How to complete this task =>
Only the lines below between the ones containing "inset:0; background:#6d6727; transform-origin:0" and "filter:drop-shadow(0 0 1px", inclusive, are to be reproduced, each exactly as it stands.

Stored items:
^^^^
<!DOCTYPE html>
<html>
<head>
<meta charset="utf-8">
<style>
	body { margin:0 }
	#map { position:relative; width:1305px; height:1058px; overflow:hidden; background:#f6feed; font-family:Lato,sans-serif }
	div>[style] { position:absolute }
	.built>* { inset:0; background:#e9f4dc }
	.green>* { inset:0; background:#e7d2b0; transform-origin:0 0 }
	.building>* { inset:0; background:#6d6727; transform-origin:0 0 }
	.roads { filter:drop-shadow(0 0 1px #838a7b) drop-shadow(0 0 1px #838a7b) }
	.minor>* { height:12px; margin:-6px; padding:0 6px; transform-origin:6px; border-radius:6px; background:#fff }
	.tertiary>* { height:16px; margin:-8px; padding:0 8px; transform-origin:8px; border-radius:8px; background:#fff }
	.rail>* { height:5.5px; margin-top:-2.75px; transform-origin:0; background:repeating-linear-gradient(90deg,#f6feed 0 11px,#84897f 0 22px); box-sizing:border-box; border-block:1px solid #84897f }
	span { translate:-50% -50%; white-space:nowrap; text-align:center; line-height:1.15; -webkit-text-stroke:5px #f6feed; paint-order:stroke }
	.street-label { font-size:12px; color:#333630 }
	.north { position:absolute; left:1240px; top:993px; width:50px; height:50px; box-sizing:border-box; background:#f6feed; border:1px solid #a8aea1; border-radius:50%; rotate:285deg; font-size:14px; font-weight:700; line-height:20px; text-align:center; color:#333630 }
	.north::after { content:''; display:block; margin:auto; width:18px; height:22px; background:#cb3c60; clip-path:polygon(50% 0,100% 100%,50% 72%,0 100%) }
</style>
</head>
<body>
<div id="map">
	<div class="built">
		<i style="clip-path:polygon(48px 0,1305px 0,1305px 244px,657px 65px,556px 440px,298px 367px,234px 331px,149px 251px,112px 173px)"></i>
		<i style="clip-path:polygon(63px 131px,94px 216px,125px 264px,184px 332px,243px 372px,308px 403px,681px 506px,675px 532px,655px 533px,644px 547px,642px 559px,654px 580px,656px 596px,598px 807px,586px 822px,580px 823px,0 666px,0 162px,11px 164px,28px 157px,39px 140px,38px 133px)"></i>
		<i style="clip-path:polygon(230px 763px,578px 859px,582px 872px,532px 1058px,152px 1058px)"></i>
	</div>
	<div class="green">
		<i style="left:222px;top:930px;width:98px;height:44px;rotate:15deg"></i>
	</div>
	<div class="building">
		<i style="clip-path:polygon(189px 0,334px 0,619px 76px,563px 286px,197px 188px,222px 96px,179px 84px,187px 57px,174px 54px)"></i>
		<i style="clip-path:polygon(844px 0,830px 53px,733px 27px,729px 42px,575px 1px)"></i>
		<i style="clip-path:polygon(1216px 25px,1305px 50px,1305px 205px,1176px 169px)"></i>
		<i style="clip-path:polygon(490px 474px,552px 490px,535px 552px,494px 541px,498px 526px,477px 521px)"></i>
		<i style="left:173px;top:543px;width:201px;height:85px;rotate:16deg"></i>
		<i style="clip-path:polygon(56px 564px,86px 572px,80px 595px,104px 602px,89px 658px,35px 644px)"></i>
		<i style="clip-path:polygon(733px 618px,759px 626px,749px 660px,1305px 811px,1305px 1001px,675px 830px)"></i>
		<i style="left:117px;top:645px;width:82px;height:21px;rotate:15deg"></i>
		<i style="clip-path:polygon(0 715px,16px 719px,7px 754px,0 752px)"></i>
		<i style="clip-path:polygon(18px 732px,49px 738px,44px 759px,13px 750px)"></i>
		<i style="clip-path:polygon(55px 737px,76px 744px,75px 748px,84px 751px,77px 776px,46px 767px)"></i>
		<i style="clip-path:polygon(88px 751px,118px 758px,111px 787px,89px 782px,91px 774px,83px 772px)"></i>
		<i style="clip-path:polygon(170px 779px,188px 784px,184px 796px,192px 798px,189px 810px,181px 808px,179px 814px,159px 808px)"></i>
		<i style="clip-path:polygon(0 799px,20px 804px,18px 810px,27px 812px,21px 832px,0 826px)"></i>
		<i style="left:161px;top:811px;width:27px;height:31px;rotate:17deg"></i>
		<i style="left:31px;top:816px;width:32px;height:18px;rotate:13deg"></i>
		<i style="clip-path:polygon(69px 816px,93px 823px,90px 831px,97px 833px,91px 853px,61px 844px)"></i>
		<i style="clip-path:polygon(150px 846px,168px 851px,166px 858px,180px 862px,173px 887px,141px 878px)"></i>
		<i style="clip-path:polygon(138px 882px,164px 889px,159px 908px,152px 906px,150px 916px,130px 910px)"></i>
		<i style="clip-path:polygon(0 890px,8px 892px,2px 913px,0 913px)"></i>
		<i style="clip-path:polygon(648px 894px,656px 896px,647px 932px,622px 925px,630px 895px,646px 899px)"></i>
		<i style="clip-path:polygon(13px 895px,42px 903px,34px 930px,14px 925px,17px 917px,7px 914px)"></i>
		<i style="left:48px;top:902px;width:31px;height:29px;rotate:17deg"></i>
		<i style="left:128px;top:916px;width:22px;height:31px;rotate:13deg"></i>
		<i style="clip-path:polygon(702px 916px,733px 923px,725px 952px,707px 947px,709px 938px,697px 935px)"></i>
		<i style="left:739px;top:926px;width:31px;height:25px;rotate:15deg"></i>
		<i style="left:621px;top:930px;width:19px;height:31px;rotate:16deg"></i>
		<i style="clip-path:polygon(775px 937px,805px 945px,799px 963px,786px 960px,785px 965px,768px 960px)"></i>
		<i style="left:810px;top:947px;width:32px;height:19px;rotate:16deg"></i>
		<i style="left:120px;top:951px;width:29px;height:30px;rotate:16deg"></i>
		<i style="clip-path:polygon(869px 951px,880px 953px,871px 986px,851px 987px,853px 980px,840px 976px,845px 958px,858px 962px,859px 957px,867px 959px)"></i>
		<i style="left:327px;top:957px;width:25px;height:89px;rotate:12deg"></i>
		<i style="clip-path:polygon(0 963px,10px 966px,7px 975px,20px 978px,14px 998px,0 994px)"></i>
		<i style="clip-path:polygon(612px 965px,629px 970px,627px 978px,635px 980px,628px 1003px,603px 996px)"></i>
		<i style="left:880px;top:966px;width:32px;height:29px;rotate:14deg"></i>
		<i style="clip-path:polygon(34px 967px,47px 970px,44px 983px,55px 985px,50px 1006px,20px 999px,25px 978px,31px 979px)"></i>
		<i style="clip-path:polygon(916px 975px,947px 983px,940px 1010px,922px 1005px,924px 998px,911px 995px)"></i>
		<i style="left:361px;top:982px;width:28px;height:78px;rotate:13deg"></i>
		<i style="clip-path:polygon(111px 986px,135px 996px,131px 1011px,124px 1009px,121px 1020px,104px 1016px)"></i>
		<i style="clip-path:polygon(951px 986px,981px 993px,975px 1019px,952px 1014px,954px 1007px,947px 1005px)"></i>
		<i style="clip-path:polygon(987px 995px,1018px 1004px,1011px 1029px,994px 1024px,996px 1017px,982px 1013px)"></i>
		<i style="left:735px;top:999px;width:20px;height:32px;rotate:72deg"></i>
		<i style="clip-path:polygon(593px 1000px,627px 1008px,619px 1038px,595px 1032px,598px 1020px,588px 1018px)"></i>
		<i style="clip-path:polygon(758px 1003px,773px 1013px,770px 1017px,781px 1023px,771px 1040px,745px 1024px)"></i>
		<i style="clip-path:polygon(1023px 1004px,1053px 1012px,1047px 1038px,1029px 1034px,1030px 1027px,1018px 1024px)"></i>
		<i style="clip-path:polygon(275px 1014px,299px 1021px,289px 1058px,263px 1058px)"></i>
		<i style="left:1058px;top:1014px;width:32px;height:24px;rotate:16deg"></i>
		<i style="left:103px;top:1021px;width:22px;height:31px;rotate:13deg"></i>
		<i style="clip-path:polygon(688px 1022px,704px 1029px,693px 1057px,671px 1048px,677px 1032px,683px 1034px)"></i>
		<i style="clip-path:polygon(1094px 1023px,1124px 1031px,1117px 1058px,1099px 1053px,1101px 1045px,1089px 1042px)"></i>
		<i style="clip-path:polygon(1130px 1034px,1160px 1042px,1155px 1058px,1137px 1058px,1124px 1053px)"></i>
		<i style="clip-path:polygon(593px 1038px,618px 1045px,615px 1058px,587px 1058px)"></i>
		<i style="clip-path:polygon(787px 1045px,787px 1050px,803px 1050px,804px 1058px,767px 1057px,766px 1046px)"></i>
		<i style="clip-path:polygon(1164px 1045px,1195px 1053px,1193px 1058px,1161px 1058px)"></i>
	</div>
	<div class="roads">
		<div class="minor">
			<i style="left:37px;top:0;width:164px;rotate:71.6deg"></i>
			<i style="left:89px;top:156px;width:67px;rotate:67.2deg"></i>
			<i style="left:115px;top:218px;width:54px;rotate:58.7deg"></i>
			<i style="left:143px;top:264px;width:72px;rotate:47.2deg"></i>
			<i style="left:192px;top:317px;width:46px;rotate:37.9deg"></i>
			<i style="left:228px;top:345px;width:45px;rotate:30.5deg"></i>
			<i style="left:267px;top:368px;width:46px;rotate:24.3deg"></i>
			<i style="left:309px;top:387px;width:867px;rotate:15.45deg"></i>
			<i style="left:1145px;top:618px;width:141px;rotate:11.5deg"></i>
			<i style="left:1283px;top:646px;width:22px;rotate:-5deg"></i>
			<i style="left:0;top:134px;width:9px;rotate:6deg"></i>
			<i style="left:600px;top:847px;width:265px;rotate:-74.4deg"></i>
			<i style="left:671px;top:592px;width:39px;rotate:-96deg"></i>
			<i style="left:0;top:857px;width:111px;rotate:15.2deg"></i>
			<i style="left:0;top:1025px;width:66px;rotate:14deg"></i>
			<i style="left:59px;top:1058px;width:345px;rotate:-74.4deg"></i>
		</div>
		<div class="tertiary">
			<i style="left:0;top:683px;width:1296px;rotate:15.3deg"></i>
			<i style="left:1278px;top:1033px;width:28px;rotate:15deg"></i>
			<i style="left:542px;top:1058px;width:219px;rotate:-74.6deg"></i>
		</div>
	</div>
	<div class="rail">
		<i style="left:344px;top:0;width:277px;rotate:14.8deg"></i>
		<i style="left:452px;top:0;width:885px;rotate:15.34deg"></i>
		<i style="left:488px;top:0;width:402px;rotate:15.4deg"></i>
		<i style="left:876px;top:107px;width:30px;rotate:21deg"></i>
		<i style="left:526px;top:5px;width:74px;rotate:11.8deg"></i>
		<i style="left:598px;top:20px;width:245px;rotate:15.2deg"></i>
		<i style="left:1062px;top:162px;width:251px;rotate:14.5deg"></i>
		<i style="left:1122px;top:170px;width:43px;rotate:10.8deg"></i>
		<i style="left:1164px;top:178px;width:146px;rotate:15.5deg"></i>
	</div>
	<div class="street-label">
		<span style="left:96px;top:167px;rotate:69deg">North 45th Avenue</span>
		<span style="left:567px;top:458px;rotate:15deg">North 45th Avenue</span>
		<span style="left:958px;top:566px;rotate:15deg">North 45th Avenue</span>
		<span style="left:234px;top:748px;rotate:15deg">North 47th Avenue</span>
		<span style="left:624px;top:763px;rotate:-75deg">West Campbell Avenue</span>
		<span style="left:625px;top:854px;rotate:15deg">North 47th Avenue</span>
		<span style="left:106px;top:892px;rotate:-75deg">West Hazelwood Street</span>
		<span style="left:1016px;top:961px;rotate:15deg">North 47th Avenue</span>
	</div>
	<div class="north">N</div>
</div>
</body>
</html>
^^^^
Task output =>
	.building>* { inset:0; background:#6d6727; transform-origin:0 0 }
	.roads { filter:drop-shadow(0 0 1px #838a7b) drop-shadow(0 0 1px #838a7b) }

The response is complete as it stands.